Extracted data entries
»»

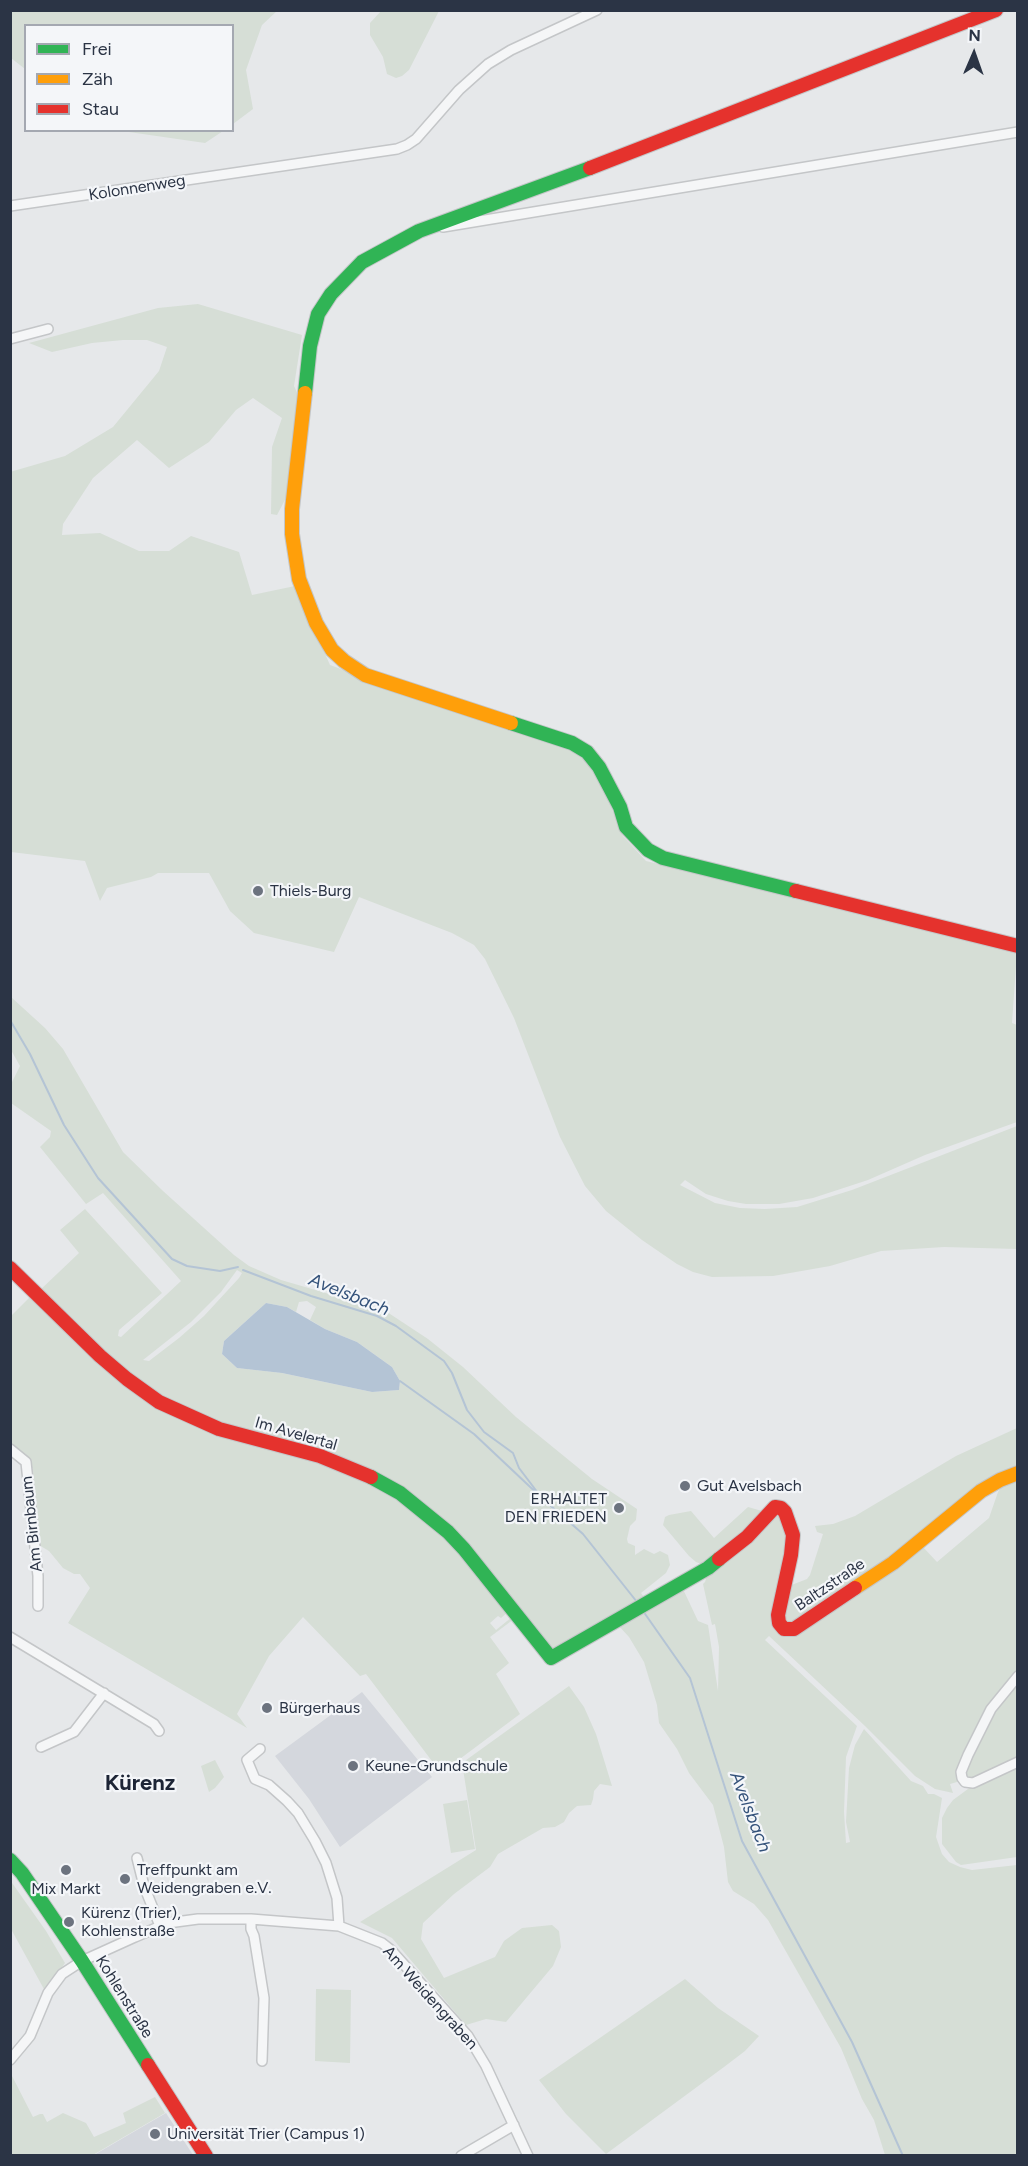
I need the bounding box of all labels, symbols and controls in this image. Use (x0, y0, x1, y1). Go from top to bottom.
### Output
legend (24, 24, 234, 132)
north arrow (944, 24, 1004, 84)
text: N (968, 26, 981, 45)
text: Frei (82, 38, 112, 60)
text: Zäh (82, 68, 113, 90)
text: Stau (82, 98, 119, 120)
street label: Kolonnenweg (87, 171, 187, 205)
place label: Thiels-Burg (270, 881, 351, 901)
marker: Thiels-Burg (251, 884, 265, 898)
water label: Avelsbach (306, 1269, 392, 1321)
street label: Im Avelertal (253, 1413, 339, 1455)
street label: Am Birnbaum (17, 1475, 47, 1573)
place label: Gut Avelsbach (697, 1476, 802, 1496)
marker: Gut Avelsbach (678, 1479, 692, 1493)
place label: ERHALTET DEN FRIEDEN (505, 1489, 607, 1527)
marker: ERHALTET DEN FRIEDEN (612, 1501, 626, 1515)
street label: Baltzstraße (791, 1555, 869, 1615)
place label: Bürgerhaus (279, 1698, 360, 1718)
marker: Bürgerhaus (260, 1701, 274, 1715)
place label: Keune-Grundschule (365, 1756, 508, 1776)
marker: Keune-Grundschule (346, 1759, 360, 1773)
water label: Avelsbach (725, 1769, 775, 1855)
district label: Kürenz (105, 1771, 175, 1797)
place label: Treffpunkt am Weidengraben e.V. (137, 1860, 272, 1898)
marker: Mix Markt (59, 1863, 73, 1877)
marker: Treffpunkt am Weidengraben e.V. (118, 1872, 132, 1886)
place label: Mix Markt (31, 1879, 101, 1899)
place label: Kürenz (Trier), Kohlenstraße (81, 1903, 181, 1941)
marker: Kürenz (Trier), Kohlenstraße (62, 1915, 76, 1929)
street label: Am Weidengraben (379, 1942, 481, 2054)
street label: Kohlenstraße (91, 1952, 157, 2042)
place label: Universität Trier (Campus 1) (167, 2124, 365, 2144)
marker: Universität Trier (Campus 1) (148, 2127, 162, 2141)

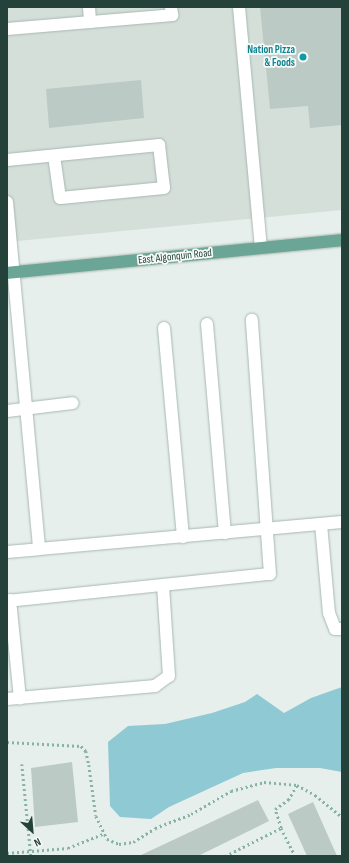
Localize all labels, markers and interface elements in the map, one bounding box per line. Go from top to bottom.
place label: Nation Pizza & Foods [247,44,295,70]
marker: Nation Pizza & Foods [298,52,308,62]
street label: East Algonquin Road [137,247,213,267]
north arrow [12,811,52,851]
text: N [32,835,43,849]

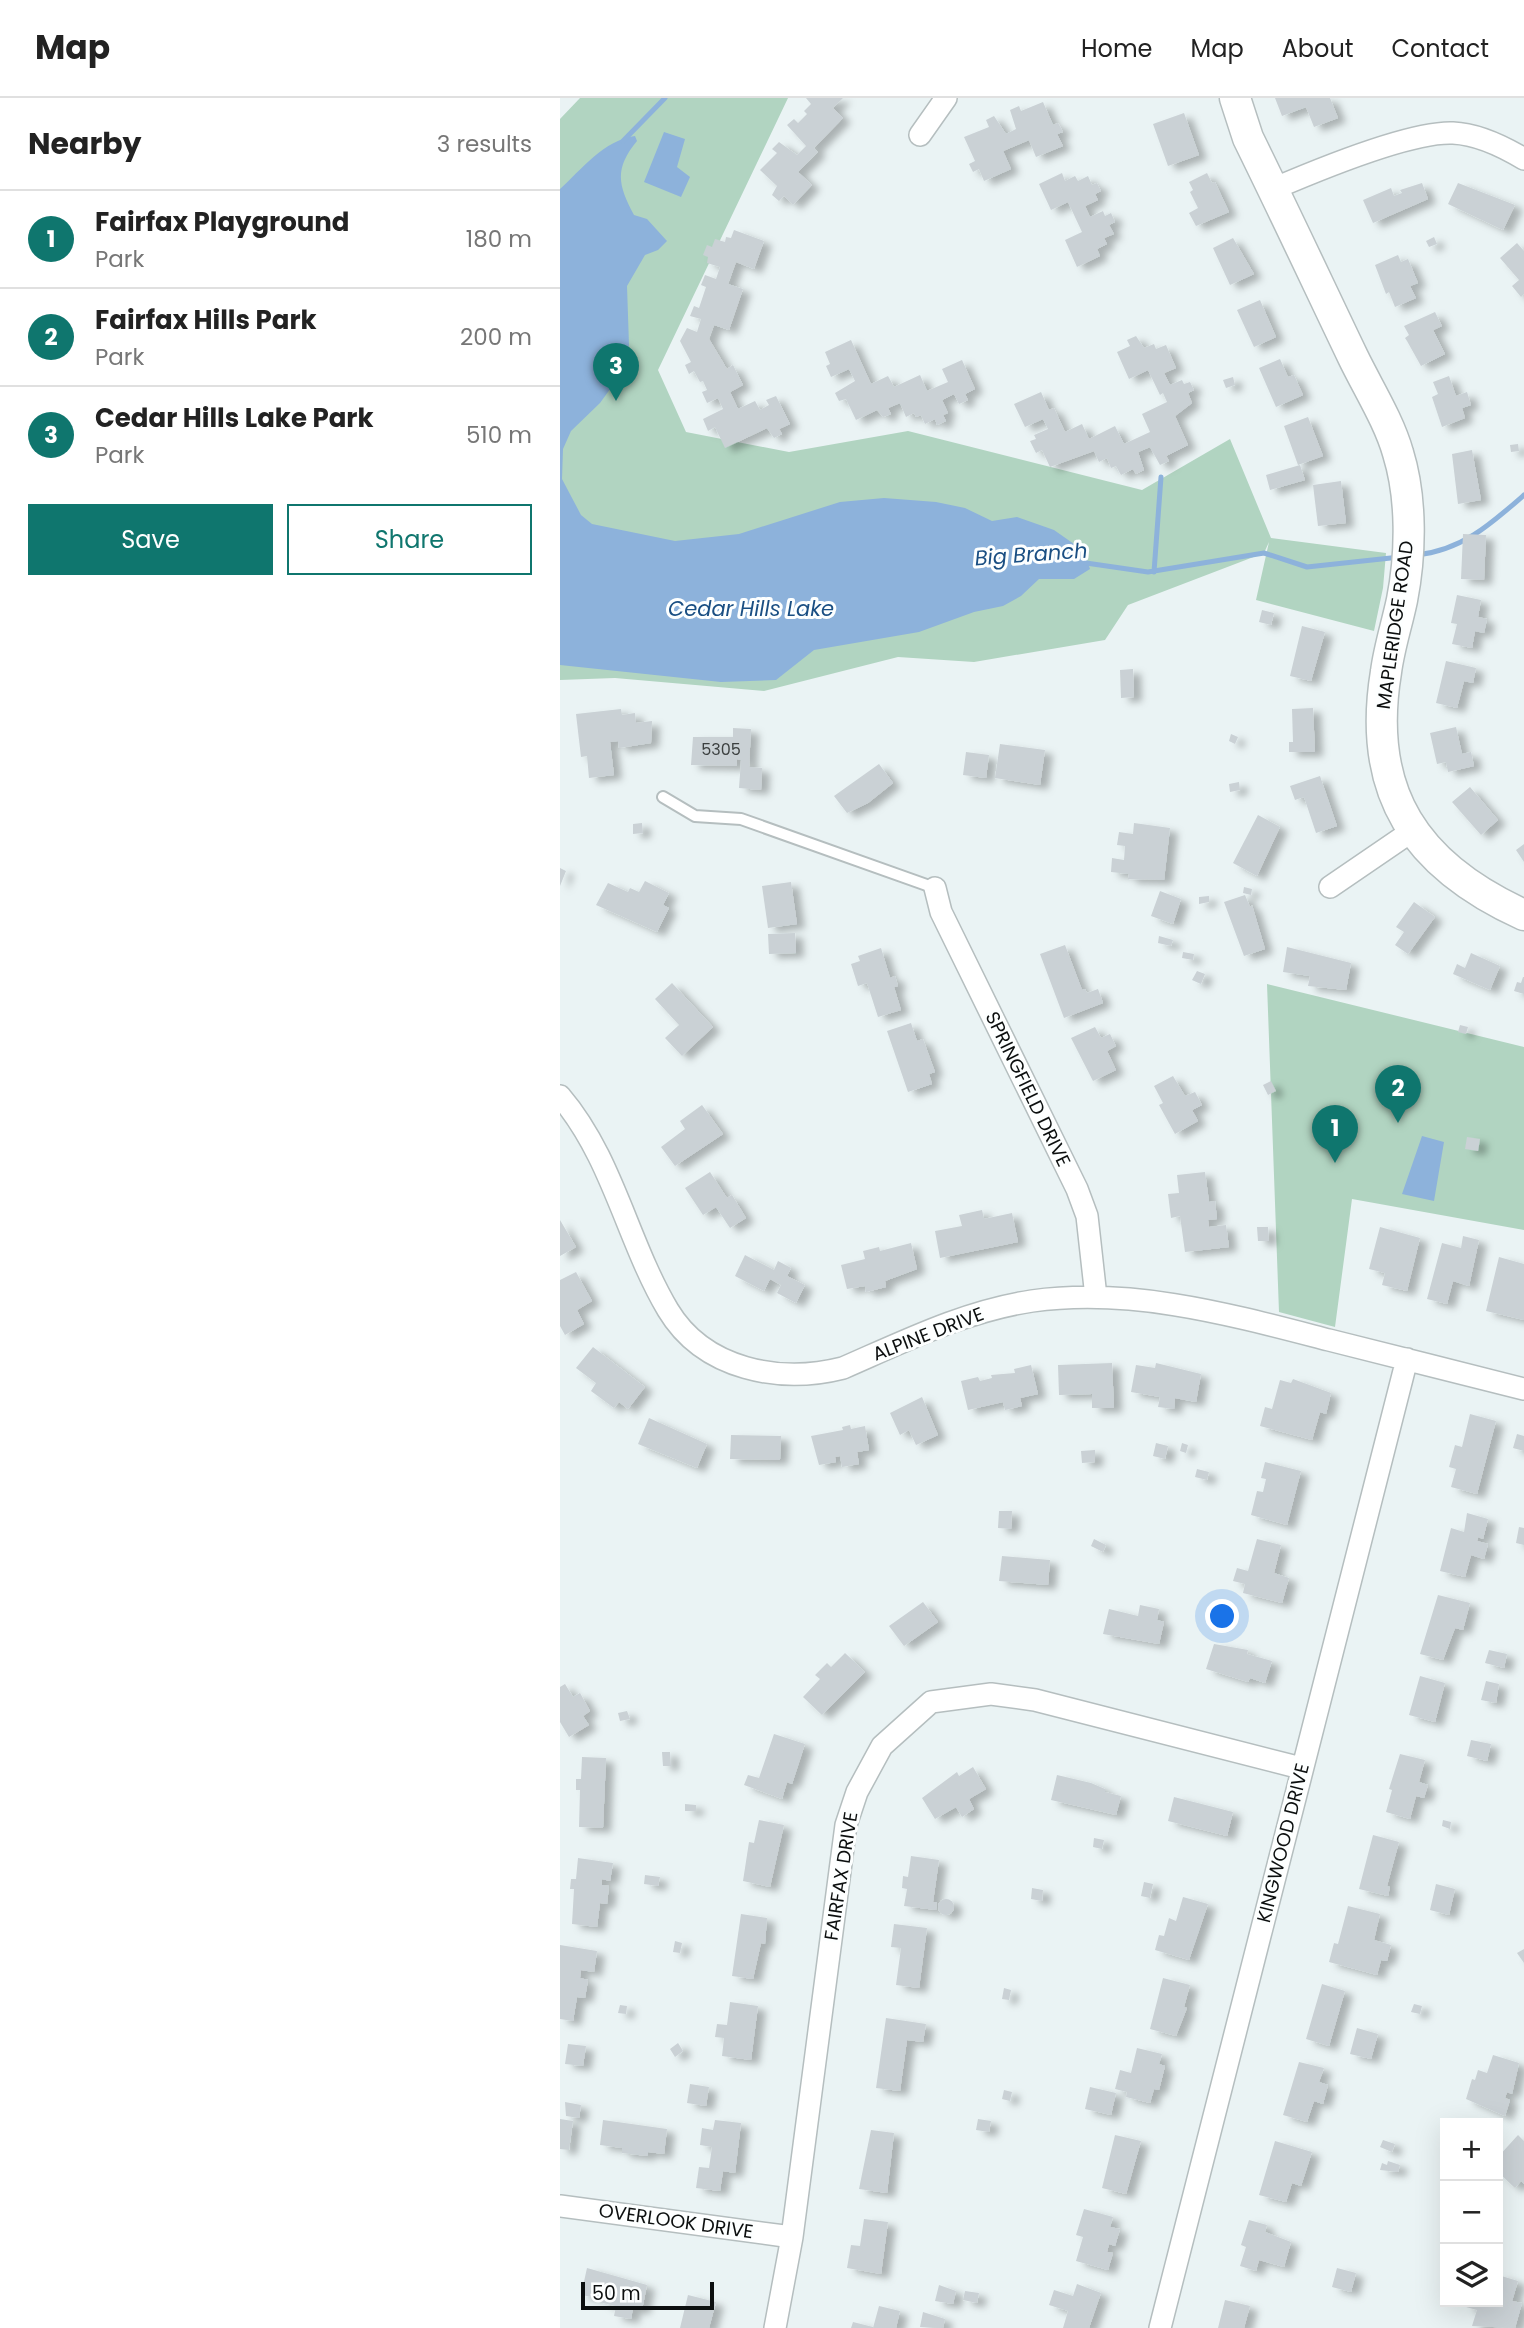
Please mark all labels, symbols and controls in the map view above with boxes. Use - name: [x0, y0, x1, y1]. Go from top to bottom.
- text: Map: [35, 24, 110, 71]
- text: Home: [1081, 32, 1153, 65]
- text: Map: [1191, 32, 1244, 65]
- text: About: [1282, 32, 1353, 65]
- text: Contact: [1391, 32, 1489, 65]
- text: Nearby: [28, 122, 142, 165]
- text: 3 results: [437, 128, 532, 160]
- text: Fairfax Playground: [95, 204, 350, 240]
- text: 1: [47, 223, 55, 255]
- text: 180 m: [466, 223, 532, 255]
- text: Park: [95, 243, 144, 275]
- text: Fairfax Hills Park: [95, 302, 317, 338]
- text: 2: [44, 321, 58, 353]
- text: 200 m: [460, 321, 532, 353]
- text: Park: [95, 341, 144, 373]
- pin: 3: [593, 343, 639, 401]
- text: Cedar Hills Lake Park: [95, 400, 374, 436]
- text: 3: [44, 419, 58, 451]
- text: 510 m: [466, 419, 532, 451]
- text: Park: [95, 439, 144, 471]
- button: Save: [28, 504, 273, 575]
- button: Share: [287, 504, 532, 575]
- water label: Big Branch: [974, 536, 1088, 572]
- street label: MAPLERIDGE ROAD: [1370, 539, 1420, 711]
- water label: Cedar Hills Lake: [668, 594, 834, 623]
- house number: 5305: [701, 738, 741, 761]
- street label: SPRINGFIELD DRIVE: [979, 1007, 1077, 1171]
- pin: 2: [1375, 1065, 1421, 1123]
- pin: 1: [1312, 1105, 1358, 1163]
- street label: ALPINE DRIVE: [868, 1300, 988, 1368]
- your location: [1205, 1599, 1239, 1633]
- street label: KINGWOOD DRIVE: [1250, 1760, 1316, 1926]
- street label: FAIRFAX DRIVE: [817, 1810, 865, 1942]
- map controls: [1440, 2118, 1503, 2307]
- button: +: [1440, 2118, 1503, 2181]
- button: −: [1440, 2181, 1503, 2244]
- street label: OVERLOOK DRIVE: [597, 2197, 755, 2245]
- button: layers: [1440, 2244, 1503, 2307]
- scale bar: [581, 2279, 714, 2311]
- text: 50 m: [592, 2280, 641, 2307]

««

■ WHAT NEEDS TO BE DONE: Your reply must match the data above line for line, except that it holds no pictures.

■ FINISHED EXERCISE:
I need the bounding box of all labels, symbols and controls in this image. Use (x0, y0, x1, y1). Go from top to bottom.
### Output
legend (24, 24, 234, 132)
north arrow (944, 24, 1004, 84)
text: N (968, 26, 981, 45)
text: Frei (82, 38, 112, 60)
text: Zäh (82, 68, 113, 90)
text: Stau (82, 98, 119, 120)
street label: Kolonnenweg (87, 171, 187, 205)
place label: Thiels-Burg (270, 881, 351, 901)
marker: Thiels-Burg (251, 884, 265, 898)
water label: Avelsbach (306, 1269, 392, 1321)
street label: Im Avelertal (253, 1413, 339, 1455)
street label: Am Birnbaum (17, 1475, 47, 1573)
place label: Gut Avelsbach (697, 1476, 802, 1496)
marker: Gut Avelsbach (678, 1479, 692, 1493)
place label: ERHALTET DEN FRIEDEN (505, 1489, 607, 1527)
marker: ERHALTET DEN FRIEDEN (612, 1501, 626, 1515)
street label: Baltzstraße (791, 1555, 869, 1615)
place label: Bürgerhaus (279, 1698, 360, 1718)
marker: Bürgerhaus (260, 1701, 274, 1715)
place label: Keune-Grundschule (365, 1756, 508, 1776)
marker: Keune-Grundschule (346, 1759, 360, 1773)
water label: Avelsbach (725, 1769, 775, 1855)
district label: Kürenz (105, 1771, 175, 1797)
place label: Treffpunkt am Weidengraben e.V. (137, 1860, 272, 1898)
marker: Mix Markt (59, 1863, 73, 1877)
marker: Treffpunkt am Weidengraben e.V. (118, 1872, 132, 1886)
place label: Mix Markt (31, 1879, 101, 1899)
place label: Kürenz (Trier), Kohlenstraße (81, 1903, 181, 1941)
marker: Kürenz (Trier), Kohlenstraße (62, 1915, 76, 1929)
street label: Am Weidengraben (379, 1942, 481, 2054)
street label: Kohlenstraße (91, 1952, 157, 2042)
place label: Universität Trier (Campus 1) (167, 2124, 365, 2144)
marker: Universität Trier (Campus 1) (148, 2127, 162, 2141)

Localize all labels, markers and interface elements in the map, one bounding box per line. Go from top to bottom.
place label: Nation Pizza & Foods [247,44,295,70]
marker: Nation Pizza & Foods [298,52,308,62]
street label: East Algonquin Road [137,247,213,267]
north arrow [12,811,52,851]
text: N [32,835,43,849]

Please mark all labels, symbols and controls in the map view above with boxes. Use - name: [x0, y0, x1, y1]. Go from top to bottom.
- text: Map: [35, 24, 110, 71]
- text: Home: [1081, 32, 1153, 65]
- text: Map: [1191, 32, 1244, 65]
- text: About: [1282, 32, 1353, 65]
- text: Contact: [1391, 32, 1489, 65]
- text: Nearby: [28, 122, 142, 165]
- text: 3 results: [437, 128, 532, 160]
- text: Fairfax Playground: [95, 204, 350, 240]
- text: 1: [47, 223, 55, 255]
- text: 180 m: [466, 223, 532, 255]
- text: Park: [95, 243, 144, 275]
- text: Fairfax Hills Park: [95, 302, 317, 338]
- text: 2: [44, 321, 58, 353]
- text: 200 m: [460, 321, 532, 353]
- text: Park: [95, 341, 144, 373]
- pin: 3: [593, 343, 639, 401]
- text: Cedar Hills Lake Park: [95, 400, 374, 436]
- text: 3: [44, 419, 58, 451]
- text: 510 m: [466, 419, 532, 451]
- text: Park: [95, 439, 144, 471]
- button: Save: [28, 504, 273, 575]
- button: Share: [287, 504, 532, 575]
- water label: Big Branch: [974, 536, 1088, 572]
- street label: MAPLERIDGE ROAD: [1370, 539, 1420, 711]
- water label: Cedar Hills Lake: [668, 594, 834, 623]
- house number: 5305: [701, 738, 741, 761]
- street label: SPRINGFIELD DRIVE: [979, 1007, 1077, 1171]
- pin: 2: [1375, 1065, 1421, 1123]
- pin: 1: [1312, 1105, 1358, 1163]
- street label: ALPINE DRIVE: [868, 1300, 988, 1368]
- your location: [1205, 1599, 1239, 1633]
- street label: KINGWOOD DRIVE: [1250, 1760, 1316, 1926]
- street label: FAIRFAX DRIVE: [817, 1810, 865, 1942]
- map controls: [1440, 2118, 1503, 2307]
- button: +: [1440, 2118, 1503, 2181]
- button: −: [1440, 2181, 1503, 2244]
- street label: OVERLOOK DRIVE: [597, 2197, 755, 2245]
- button: layers: [1440, 2244, 1503, 2307]
- scale bar: [581, 2279, 714, 2311]
- text: 50 m: [592, 2280, 641, 2307]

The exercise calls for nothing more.